Instructions for the task:
Only lines with the string "canvas" are wanted. Pull them out of the data.

--- Information shown Enclosed Below ---

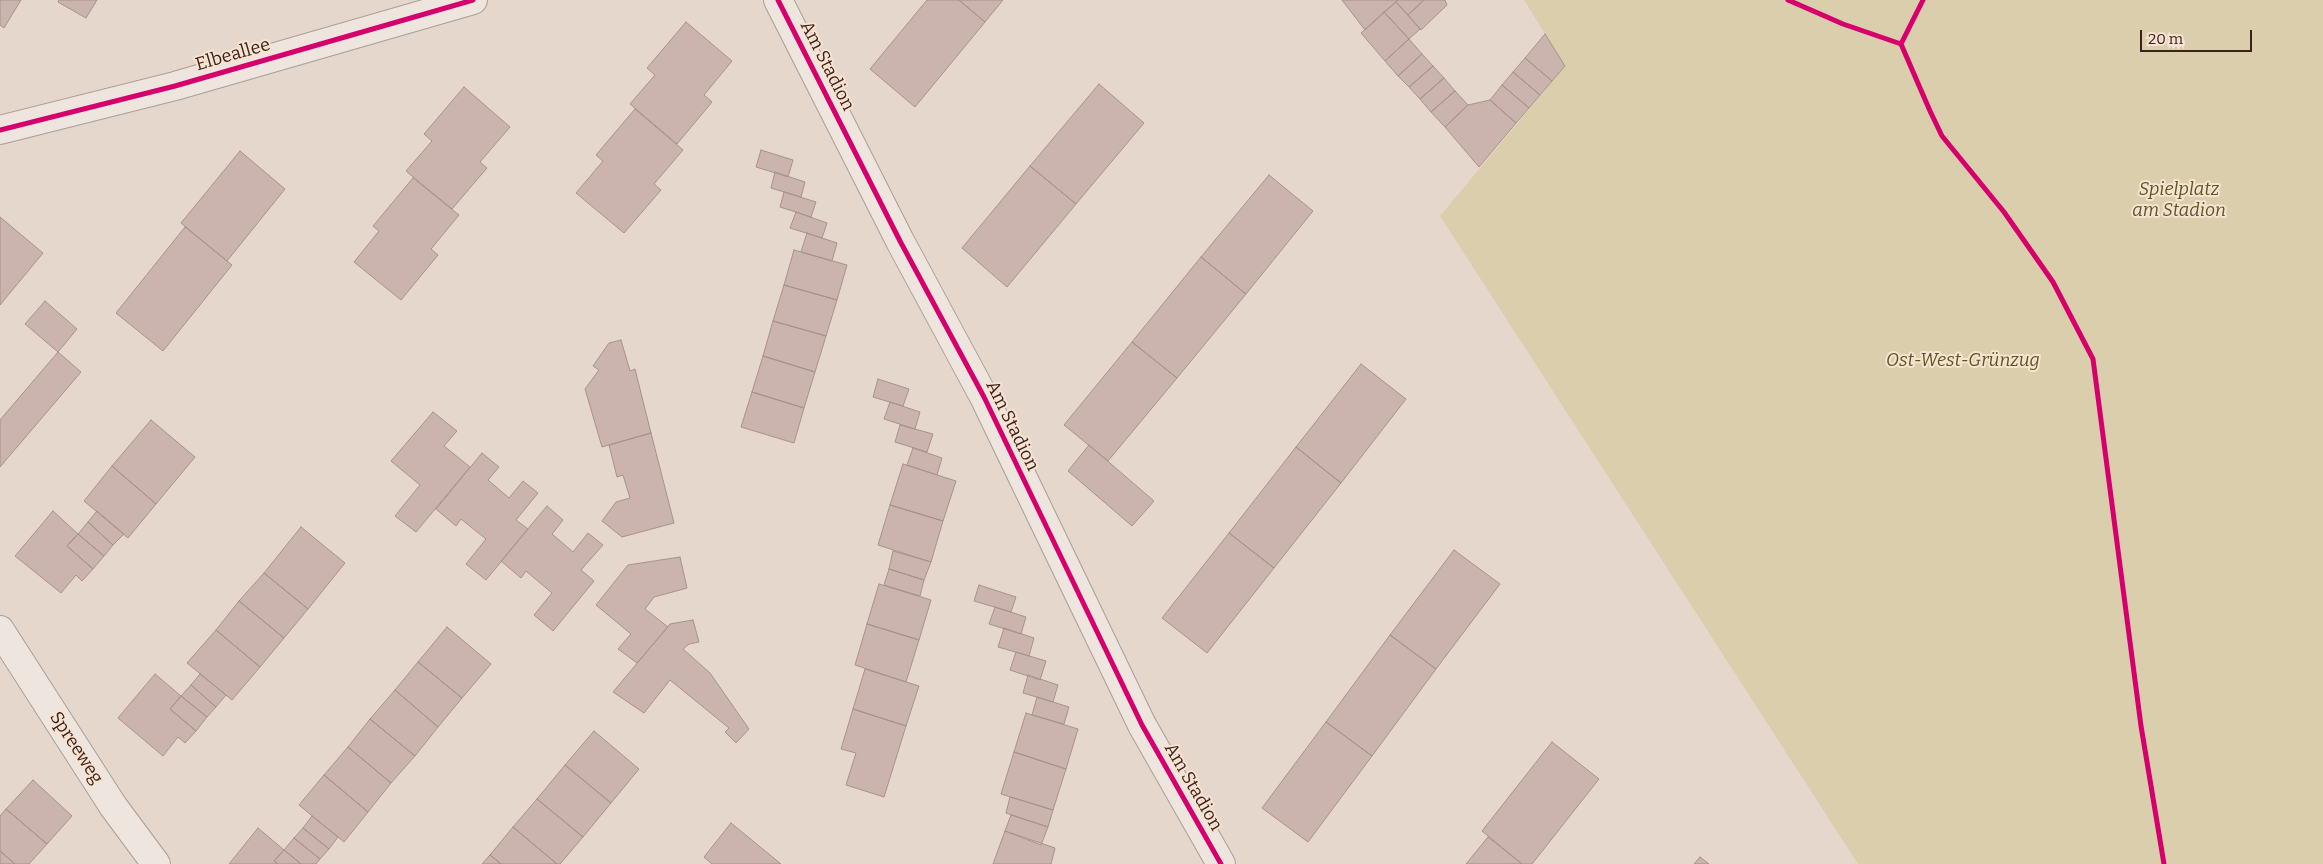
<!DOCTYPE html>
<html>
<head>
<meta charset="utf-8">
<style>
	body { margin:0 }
	#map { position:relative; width:2323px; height:864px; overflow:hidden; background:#e6d7cc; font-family:Bitter,serif }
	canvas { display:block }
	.scale { position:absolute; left:2140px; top:30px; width:112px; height:22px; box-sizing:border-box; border:2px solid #3b231c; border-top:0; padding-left:6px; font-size:15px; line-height:18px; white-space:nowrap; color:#3b231c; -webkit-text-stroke:4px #f8e2d1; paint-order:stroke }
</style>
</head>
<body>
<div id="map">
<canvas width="2323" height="864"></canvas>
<div class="scale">20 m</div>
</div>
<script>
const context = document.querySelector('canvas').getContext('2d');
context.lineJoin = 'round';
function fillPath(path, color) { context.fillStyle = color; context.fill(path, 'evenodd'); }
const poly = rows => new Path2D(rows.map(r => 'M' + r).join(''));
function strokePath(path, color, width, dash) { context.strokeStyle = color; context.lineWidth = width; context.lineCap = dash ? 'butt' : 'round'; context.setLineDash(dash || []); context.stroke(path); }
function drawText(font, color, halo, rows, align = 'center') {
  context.font = font + ' Bitter,serif'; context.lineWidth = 4; context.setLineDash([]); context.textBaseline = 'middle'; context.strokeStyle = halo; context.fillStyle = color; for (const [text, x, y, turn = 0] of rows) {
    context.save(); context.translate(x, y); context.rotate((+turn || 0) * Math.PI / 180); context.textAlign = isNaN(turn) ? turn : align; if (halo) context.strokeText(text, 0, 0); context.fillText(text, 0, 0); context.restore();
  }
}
fillPath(poly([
	[1524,0,2323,0,2323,864,1858,864,1440,216,1565,66]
]), '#dacead');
const building = poly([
	[0,0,21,0,4,28,0,25,0,0],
	[59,0,97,0,86,18,58,2,59,0],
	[927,0,959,0,985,22,915,107,870,69,927,0],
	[959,0,1003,0,985,22,959,0],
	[1342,0,1398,0,1365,30,1342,0],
	[1398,0,1424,0,1408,15,1396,2,1398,0],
	[1424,0,1445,0,1447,5,1421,30,1408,15,1424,0],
	[1396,2,1420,29,1409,39,1384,12,1396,2],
	[1384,12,1409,39,1385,61,1361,33,1384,12],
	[686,22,732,61,704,95,712,102,677,144,630,104,655,75,647,68,686,22],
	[1545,34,1565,66,1552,81,1525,58,1545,34],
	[1409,39,1422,54,1398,76,1385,61,1409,39],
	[1422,54,1433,66,1409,87,1398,76,1422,54],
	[1525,58,1552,81,1540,95,1513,72,1525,58],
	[1433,66,1444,78,1420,99,1409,87,1433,66],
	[1513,72,1540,95,1529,108,1502,85,1513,72],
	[1444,78,1455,91,1431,112,1420,99,1444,78],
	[1099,84,1144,123,1076,204,1030,166,1099,84],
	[1502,85,1529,108,1516,123,1490,100,1502,85],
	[464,87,510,127,480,162,487,168,452,209,406,171,432,141,424,134,464,87],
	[1455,91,1468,105,1445,127,1431,112,1455,91],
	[1490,100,1516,123,1479,167,1445,127,1468,105,1490,100],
	[635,109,683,150,654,184,661,190,624,233,576,193,603,161,596,155,635,109],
	[761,150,793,160,788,177,756,167,761,150],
	[240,151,285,189,227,261,181,223,240,151],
	[1030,166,1076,204,1007,287,962,248,1030,166],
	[775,172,805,182,801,197,771,188,775,172],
	[1269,175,1313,211,1246,294,1201,257,1269,175],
	[413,178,459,215,431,249,438,255,401,300,354,262,379,231,373,226,413,178],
	[784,192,816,202,811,217,780,207,784,192],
	[796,212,827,223,822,238,790,228,796,212],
	[0,217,43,253,0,305,0,217],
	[185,227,232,265,163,351,116,313,185,227],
	[807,233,837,243,832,261,801,252,807,233],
	[794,250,847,265,837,300,784,285,794,250],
	[1201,257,1246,294,1177,378,1132,342,1201,257],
	[784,285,837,300,826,336,773,321,784,285],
	[45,301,77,329,58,352,25,324,45,301],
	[773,321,826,336,815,372,763,356,773,321],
	[621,340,630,371,635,369,651,433,602,447,585,389,599,370,593,366,609,343,621,340],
	[1132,342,1177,378,1108,461,1064,425,1132,342],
	[58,352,81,372,0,467,0,420,58,352],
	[763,356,815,372,804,408,752,392,763,356],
	[1361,364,1406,399,1341,483,1296,447,1361,364],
	[878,379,909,389,903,406,873,397,878,379],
	[752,392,804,408,794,443,741,427,752,392],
	[890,402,920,412,915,429,884,419,890,402],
	[433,412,457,431,444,446,470,467,416,532,395,516,420,485,391,461,433,412],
	[151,420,195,457,156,504,112,466,151,420],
	[900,425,933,434,927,452,895,442,900,425],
	[651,433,674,523,622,537,602,521,616,502,630,498,623,475,617,477,609,445,651,433],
	[1089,445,1154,501,1132,526,1068,471,1089,445],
	[1296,447,1341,483,1274,568,1229,533,1296,447],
	[913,448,942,458,937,475,907,465,913,448],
	[482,453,499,467,488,480,509,498,523,481,538,493,516,520,528,529,486,580,466,564,486,539,461,519,456,526,436,509,482,453],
	[903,464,956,481,943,521,890,505,903,464],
	[112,466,156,504,128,538,84,501,112,466],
	[890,505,943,521,931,562,878,545,890,505],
	[547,506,563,520,552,534,573,552,588,533,603,545,581,570,594,581,553,631,534,615,552,593,526,571,521,578,501,561,547,506],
	[53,511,78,534,67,546,93,569,82,581,76,575,61,593,15,556,53,511],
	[97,511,124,534,113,545,88,522,97,511],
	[88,522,113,545,104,556,78,534,88,522],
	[301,527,345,563,308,609,264,573,301,527],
	[1229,533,1274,568,1207,653,1162,618,1229,533],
	[78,534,104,556,93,569,67,546,78,534],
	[1454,550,1500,584,1436,669,1390,635,1454,550],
	[893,551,931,562,924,580,889,569,893,551],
	[680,557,687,588,654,597,645,609,668,627,637,663,618,649,631,634,596,605,628,565,680,557],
	[889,569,924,580,920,596,884,585,889,569],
	[264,573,308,609,284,638,239,601,264,573],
	[879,584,931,600,919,640,867,624,879,584],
	[979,585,1016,597,1011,612,974,601,979,585],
	[239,601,284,638,260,667,216,630,239,601],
	[995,607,1026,617,1021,634,989,624,995,607],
	[693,620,699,642,689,644,683,649,710,673,749,729,736,743,725,732,729,728,670,680,644,713,613,692,670,624,693,620],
	[867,624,919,640,906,682,855,665,867,624],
	[447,627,491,664,462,698,418,662,447,627],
	[1004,628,1034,638,1029,656,998,647,1004,628],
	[216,630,260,667,232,700,187,663,216,630],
	[1390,635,1436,669,1372,756,1326,722,1390,635],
	[1016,652,1046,661,1040,680,1010,670,1016,652],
	[418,662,462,698,438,727,395,690,418,662],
	[865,669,919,686,906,726,853,709,865,669],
	[155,674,181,696,170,709,196,731,185,743,178,737,163,756,118,718,155,674],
	[200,674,226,695,216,707,191,685,200,674],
	[1028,675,1058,685,1053,702,1023,693,1028,675],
	[191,685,216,707,207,717,181,696,191,685],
	[395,690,438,727,415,756,370,719,395,690],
	[181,696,207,717,196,731,170,709,181,696],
	[1037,697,1069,707,1064,724,1032,715,1037,697],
	[853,709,906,726,884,797,846,785,856,753,841,749,853,709],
	[1026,713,1078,729,1066,769,1014,752,1026,713],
	[370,719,415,756,391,783,348,747,370,719],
	[1326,722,1372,756,1308,842,1262,808,1326,722],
	[594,731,639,769,611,803,565,765,594,731],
	[1552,742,1599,779,1532,864,1522,864,1482,831,1552,742],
	[348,747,391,783,368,812,324,775,348,747],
	[1014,752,1066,769,1053,810,1001,794,1014,752],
	[565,765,611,803,583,837,537,799,565,765],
	[324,775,368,812,344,842,299,805,324,775],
	[33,780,72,816,47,844,6,809,33,780],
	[1010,797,1053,810,1048,827,1006,813,1010,797],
	[537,799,583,837,560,864,557,864,513,827,537,799],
	[6,809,47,844,29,864,15,864,0,851,0,816,6,809],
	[1011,815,1048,827,1041,845,1005,831,1011,815],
	[312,816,338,837,329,849,303,828,312,816],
	[731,823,781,864,712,864,704,857,731,823],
	[513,827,557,864,501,864,490,855,513,827],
	[258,828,284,850,274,861,278,864,229,864,258,828],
	[303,828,329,849,320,859,294,838,303,828],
	[1005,831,1055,848,1051,864,993,864,1005,831],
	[1488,837,1522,864,1466,864,1488,837],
	[294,838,320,859,316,864,301,864,284,850,294,838],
	[284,850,301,864,278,864,274,861,284,850],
	[0,851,15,864,0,864,0,851],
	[490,855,501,864,482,864,490,855],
	[1700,857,1709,864,1694,864,1700,857]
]);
fillPath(building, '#cab4ad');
strokePath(building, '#a6928b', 1);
const minor = poly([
	[778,0,900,241,984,397,1142,725,1221,864],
	[0,130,175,86,473,0],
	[0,630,113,806,156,864]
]);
strokePath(minor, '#ab9d95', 30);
strokePath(minor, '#eee5de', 28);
strokePath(poly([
	[778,0,900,241,984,397,1142,725,1221,864],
	[1788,0,1843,24,1901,44],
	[1923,0,1901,44,1930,111,1942,136,2004,212,2053,282,2093,359,2141,726,2164,864],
	[0,130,175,86,473,0]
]), '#d6006c', 5);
drawText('18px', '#3b231c', '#f8e2d1', [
	["Elbeallee",233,55,-16],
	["Am Stadion",827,66,63],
	["Am Stadion",1012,426,64],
	["Spreeweg",76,748,57],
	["Am Stadion",1193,787,60]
]);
drawText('italic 18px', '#595721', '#f8e2d1', [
	["Spielplatz",2179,190],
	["am Stadion",2179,211],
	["Ost-West-Grünzug",1963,361]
]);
</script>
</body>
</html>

--- End of Enclosed Information shown ---

Answer to the exercise:
	canvas { display:block }
<canvas width="2323" height="864"></canvas>
const context = document.querySelector('canvas').getContext('2d');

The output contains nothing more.